:: Extracted records ::

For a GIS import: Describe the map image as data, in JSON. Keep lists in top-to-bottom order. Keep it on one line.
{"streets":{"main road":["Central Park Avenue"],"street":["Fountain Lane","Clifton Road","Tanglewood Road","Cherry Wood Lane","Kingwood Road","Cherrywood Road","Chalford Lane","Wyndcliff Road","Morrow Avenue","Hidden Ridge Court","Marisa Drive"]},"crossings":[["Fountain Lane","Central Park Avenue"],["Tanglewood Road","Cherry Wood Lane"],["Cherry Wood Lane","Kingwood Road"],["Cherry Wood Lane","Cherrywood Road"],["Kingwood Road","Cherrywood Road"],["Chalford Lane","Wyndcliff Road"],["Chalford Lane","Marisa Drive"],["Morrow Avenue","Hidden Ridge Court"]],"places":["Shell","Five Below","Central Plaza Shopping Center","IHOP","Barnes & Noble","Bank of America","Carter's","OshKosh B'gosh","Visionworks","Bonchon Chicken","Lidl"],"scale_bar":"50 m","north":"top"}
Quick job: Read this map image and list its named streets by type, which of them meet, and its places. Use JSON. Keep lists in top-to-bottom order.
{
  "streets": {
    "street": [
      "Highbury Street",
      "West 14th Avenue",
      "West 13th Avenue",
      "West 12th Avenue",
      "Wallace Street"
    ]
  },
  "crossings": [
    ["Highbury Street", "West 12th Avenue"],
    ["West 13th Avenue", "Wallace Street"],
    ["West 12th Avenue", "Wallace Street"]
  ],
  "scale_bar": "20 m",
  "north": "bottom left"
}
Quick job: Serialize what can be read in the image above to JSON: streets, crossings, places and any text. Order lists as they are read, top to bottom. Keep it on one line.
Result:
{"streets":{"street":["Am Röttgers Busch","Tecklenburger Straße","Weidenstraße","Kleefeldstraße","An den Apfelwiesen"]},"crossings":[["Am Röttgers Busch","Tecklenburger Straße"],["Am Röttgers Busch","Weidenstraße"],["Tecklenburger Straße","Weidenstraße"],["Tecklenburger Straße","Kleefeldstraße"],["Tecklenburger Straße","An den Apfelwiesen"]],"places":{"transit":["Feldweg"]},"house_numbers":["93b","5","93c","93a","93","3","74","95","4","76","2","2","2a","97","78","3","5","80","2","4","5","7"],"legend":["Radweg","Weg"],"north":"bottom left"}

:::

Word for word, output all of the material above.

Task result
For a GIS import: Describe the map image as data, in JSON. Keep lists in top-to-bottom order. Keep it on one line.
{"streets":{"main road":["Central Park Avenue"],"street":["Fountain Lane","Clifton Road","Tanglewood Road","Cherry Wood Lane","Kingwood Road","Cherrywood Road","Chalford Lane","Wyndcliff Road","Morrow Avenue","Hidden Ridge Court","Marisa Drive"]},"crossings":[["Fountain Lane","Central Park Avenue"],["Tanglewood Road","Cherry Wood Lane"],["Cherry Wood Lane","Kingwood Road"],["Cherry Wood Lane","Cherrywood Road"],["Kingwood Road","Cherrywood Road"],["Chalford Lane","Wyndcliff Road"],["Chalford Lane","Marisa Drive"],["Morrow Avenue","Hidden Ridge Court"]],"places":["Shell","Five Below","Central Plaza Shopping Center","IHOP","Barnes & Noble","Bank of America","Carter's","OshKosh B'gosh","Visionworks","Bonchon Chicken","Lidl"],"scale_bar":"50 m","north":"top"}
Quick job: Read this map image and list its named streets by type, which of them meet, and its places. Use JSON. Keep lists in top-to-bottom order.
{
  "streets": {
    "street": [
      "Highbury Street",
      "West 14th Avenue",
      "West 13th Avenue",
      "West 12th Avenue",
      "Wallace Street"
    ]
  },
  "crossings": [
    ["Highbury Street", "West 12th Avenue"],
    ["West 13th Avenue", "Wallace Street"],
    ["West 12th Avenue", "Wallace Street"]
  ],
  "scale_bar": "20 m",
  "north": "bottom left"
}
Quick job: Serialize what can be read in the image above to JSON: streets, crossings, places and any text. Order lists as they are read, top to bottom. Keep it on one line.
Result:
{"streets":{"street":["Am Röttgers Busch","Tecklenburger Straße","Weidenstraße","Kleefeldstraße","An den Apfelwiesen"]},"crossings":[["Am Röttgers Busch","Tecklenburger Straße"],["Am Röttgers Busch","Weidenstraße"],["Tecklenburger Straße","Weidenstraße"],["Tecklenburger Straße","Kleefeldstraße"],["Tecklenburger Straße","An den Apfelwiesen"]],"places":{"transit":["Feldweg"]},"house_numbers":["93b","5","93c","93a","93","3","74","95","4","76","2","2","2a","97","78","3","5","80","2","4","5","7"],"legend":["Radweg","Weg"],"north":"bottom left"}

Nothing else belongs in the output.